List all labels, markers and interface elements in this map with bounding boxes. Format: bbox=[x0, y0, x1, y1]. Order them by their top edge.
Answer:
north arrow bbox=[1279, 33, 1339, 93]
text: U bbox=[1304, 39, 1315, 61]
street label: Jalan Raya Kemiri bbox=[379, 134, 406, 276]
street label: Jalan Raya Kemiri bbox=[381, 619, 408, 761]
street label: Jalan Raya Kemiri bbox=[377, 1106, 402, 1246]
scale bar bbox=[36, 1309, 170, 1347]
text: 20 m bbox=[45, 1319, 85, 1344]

+-------+

Task brief:
Restate the entries above, keeping every word intact.

Solution:
List all labels, markers and interface elements in this map with bounding boxes. Format: bbox=[x0, y0, x1, y1]. Order them by their top edge.
Answer:
north arrow bbox=[1279, 33, 1339, 93]
text: U bbox=[1304, 39, 1315, 61]
street label: Jalan Raya Kemiri bbox=[379, 134, 406, 276]
street label: Jalan Raya Kemiri bbox=[381, 619, 408, 761]
street label: Jalan Raya Kemiri bbox=[377, 1106, 402, 1246]
scale bar bbox=[36, 1309, 170, 1347]
text: 20 m bbox=[45, 1319, 85, 1344]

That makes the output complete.